• WHAT TO DO: Go over the data below line by line, and state how many lines contain the string "Ungewitterweg". Give the number only.

Stored records
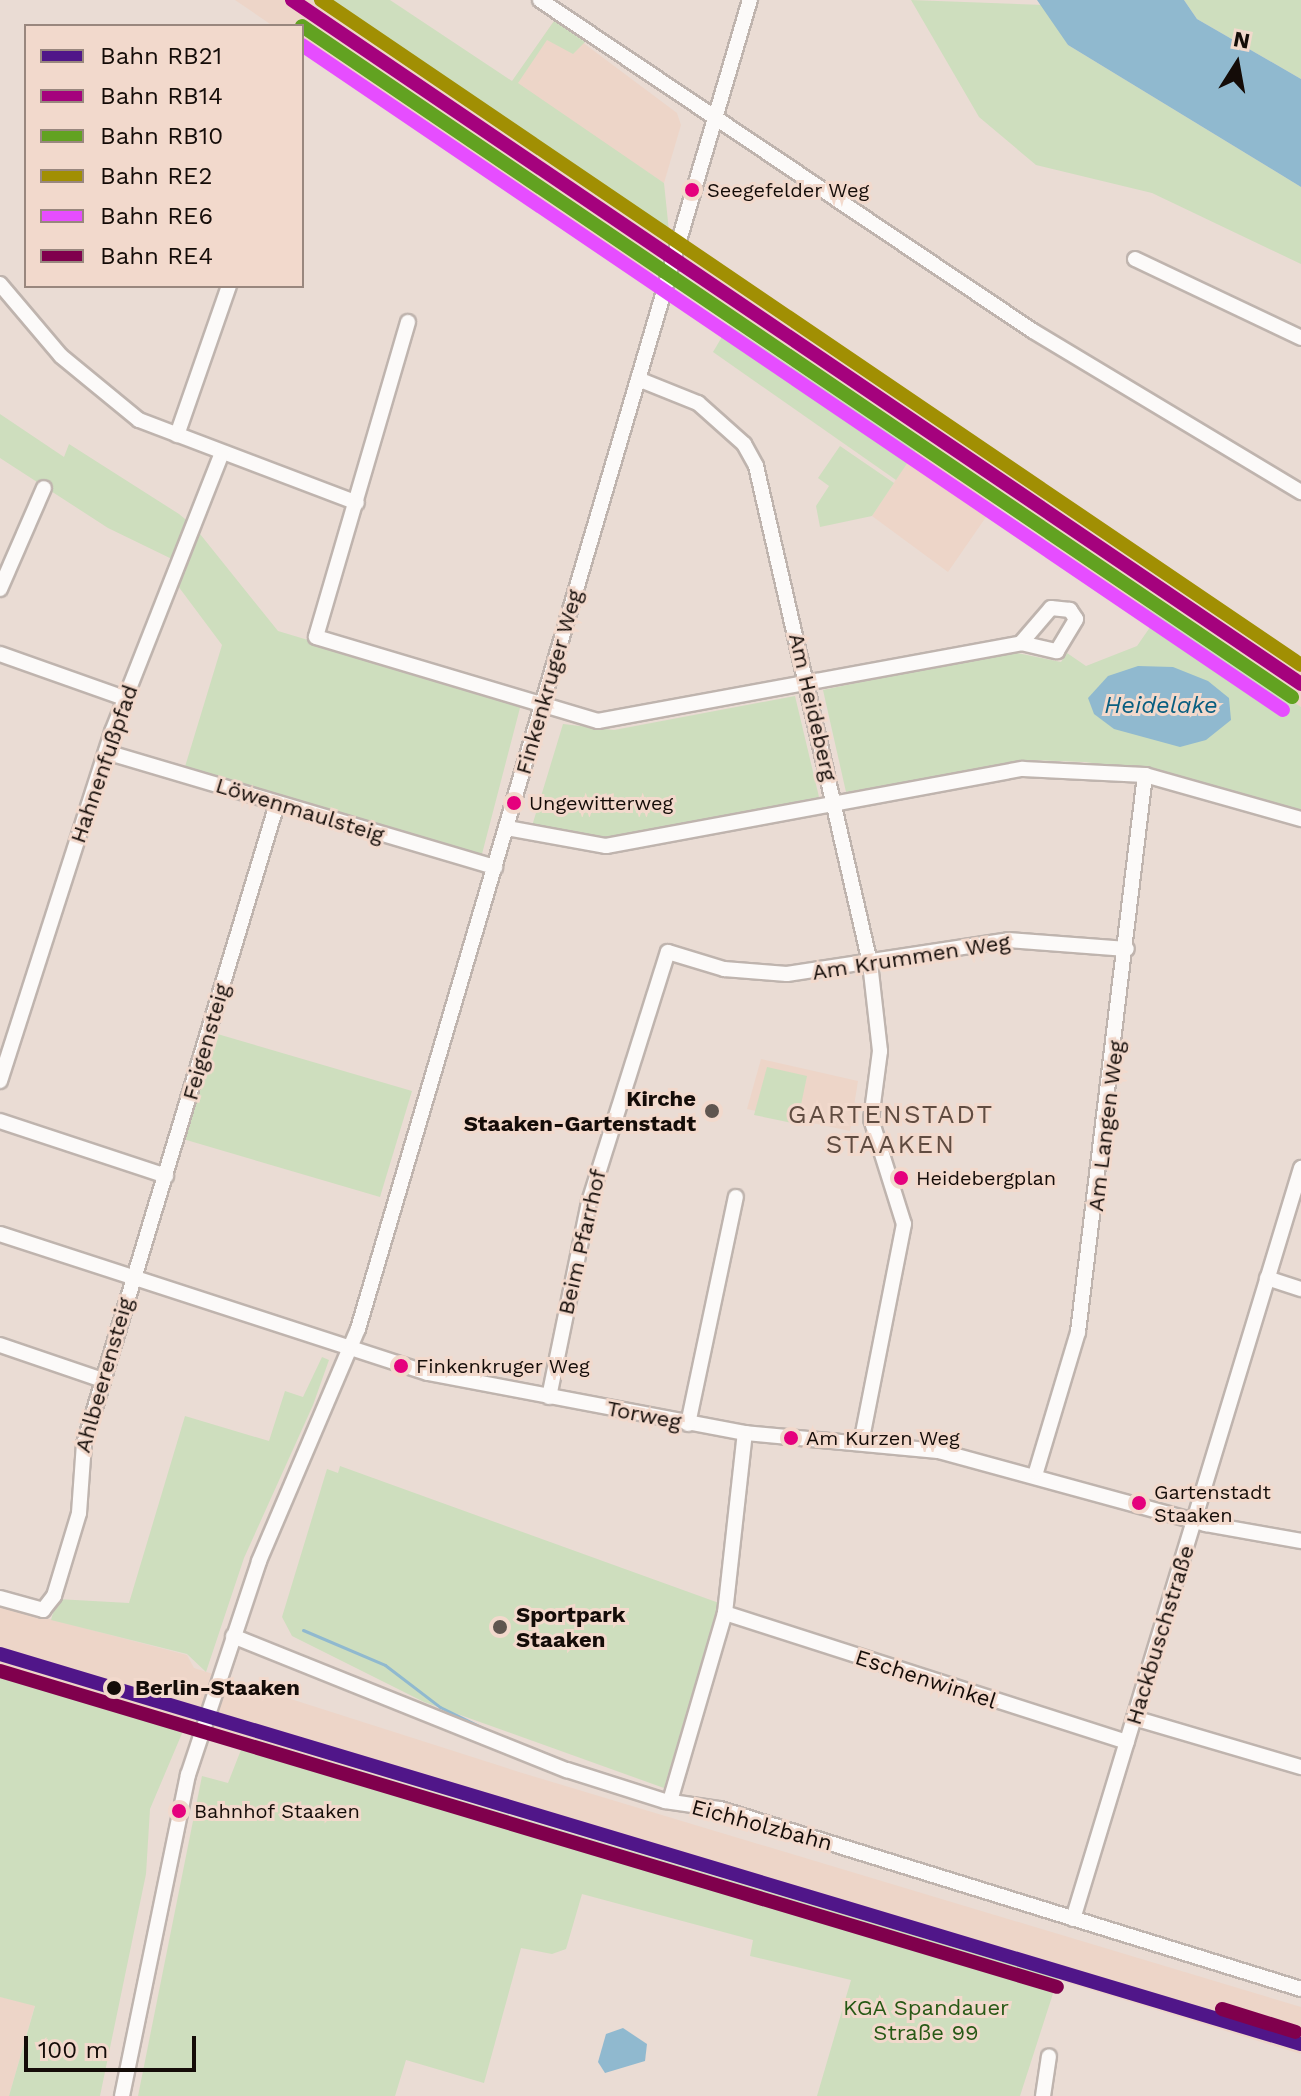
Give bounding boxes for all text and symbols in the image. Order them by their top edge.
legend [24,24,304,288]
north arrow [1197,24,1277,104]
text: N [1231,26,1252,54]
text: Bahn RB21 [100,42,222,70]
text: Bahn RB14 [100,82,223,110]
text: Bahn RB10 [100,122,223,150]
text: Bahn RE2 [100,162,212,190]
place label: Seegefelder Weg [707,178,870,202]
marker: Seegefelder Weg [684,182,700,198]
text: Bahn RE6 [100,202,213,230]
text: Bahn RE4 [100,242,213,270]
street label: Finkenkruger Weg [510,586,588,778]
street label: Am Heideberg [783,631,843,783]
street label: Hahnenfußpfad [65,681,143,847]
water label: Heidelake [1104,692,1218,720]
street label: Löwenmaulsteig [213,772,387,848]
place label: Ungewitterweg [529,791,673,815]
marker: Ungewitterweg [506,795,522,811]
street label: Am Krummen Weg [810,928,1012,986]
street label: Feigensteig [177,981,235,1103]
street label: Am Langen Weg [1082,1039,1130,1213]
place label: Kirche Staaken-Gartenstadt [464,1085,696,1136]
district label: GARTENSTADT STAAKEN [788,1099,994,1160]
marker: Kirche Staaken-Gartenstadt [703,1102,721,1120]
place label: Heidebergplan [916,1166,1056,1190]
street label: Beim Pfarrhof [552,1167,612,1317]
marker: Heidebergplan [893,1170,909,1186]
street label: Ahlbeerensteig [69,1294,139,1456]
place label: Finkenkruger Weg [416,1354,591,1378]
marker: Finkenkruger Weg [393,1358,409,1374]
street label: Torweg [604,1395,684,1435]
place label: Am Kurzen Weg [806,1426,960,1450]
marker: Am Kurzen Weg [783,1430,799,1446]
place label: Gartenstadt Staaken [1154,1480,1271,1527]
marker: Gartenstadt Staaken [1131,1495,1147,1511]
street label: Hackbuschstraße [1120,1542,1200,1728]
place label: Sportpark Staaken [516,1601,625,1652]
marker: Sportpark Staaken [491,1618,509,1636]
street label: Eschenwinkel [852,1644,1000,1714]
marker: Berlin-Staaken [100,1674,128,1702]
place label: Berlin-Staaken [135,1675,300,1701]
street label: Eichholzbahn [689,1794,835,1856]
place label: Bahnhof Staaken [194,1799,361,1823]
marker: Bahnhof Staaken [171,1803,187,1819]
park label: KGA Spandauer Straße 99 [842,1994,1010,2046]
scale bar [28,2020,200,2070]
text: 100 m [38,2036,108,2064]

• RESPONSE TO THE TASK: 2